# The task
A faithful, complete copy of the records is required.

# Records supplied

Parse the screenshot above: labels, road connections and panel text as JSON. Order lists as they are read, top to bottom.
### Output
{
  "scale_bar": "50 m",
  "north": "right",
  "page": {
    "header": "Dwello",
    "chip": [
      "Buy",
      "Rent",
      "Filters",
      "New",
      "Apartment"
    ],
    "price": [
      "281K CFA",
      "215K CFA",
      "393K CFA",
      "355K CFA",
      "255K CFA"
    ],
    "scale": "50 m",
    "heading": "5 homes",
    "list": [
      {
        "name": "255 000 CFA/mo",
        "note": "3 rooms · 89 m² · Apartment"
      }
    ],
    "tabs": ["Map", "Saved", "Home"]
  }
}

# Solution for this task
Parse the screenshot above: labels, road connections and panel text as JSON. Order lists as they are read, top to bottom.
### Output
{
  "scale_bar": "50 m",
  "north": "right",
  "page": {
    "header": "Dwello",
    "chip": [
      "Buy",
      "Rent",
      "Filters",
      "New",
      "Apartment"
    ],
    "price": [
      "281K CFA",
      "215K CFA",
      "393K CFA",
      "355K CFA",
      "255K CFA"
    ],
    "scale": "50 m",
    "heading": "5 homes",
    "list": [
      {
        "name": "255 000 CFA/mo",
        "note": "3 rooms · 89 m² · Apartment"
      }
    ],
    "tabs": ["Map", "Saved", "Home"]
  }
}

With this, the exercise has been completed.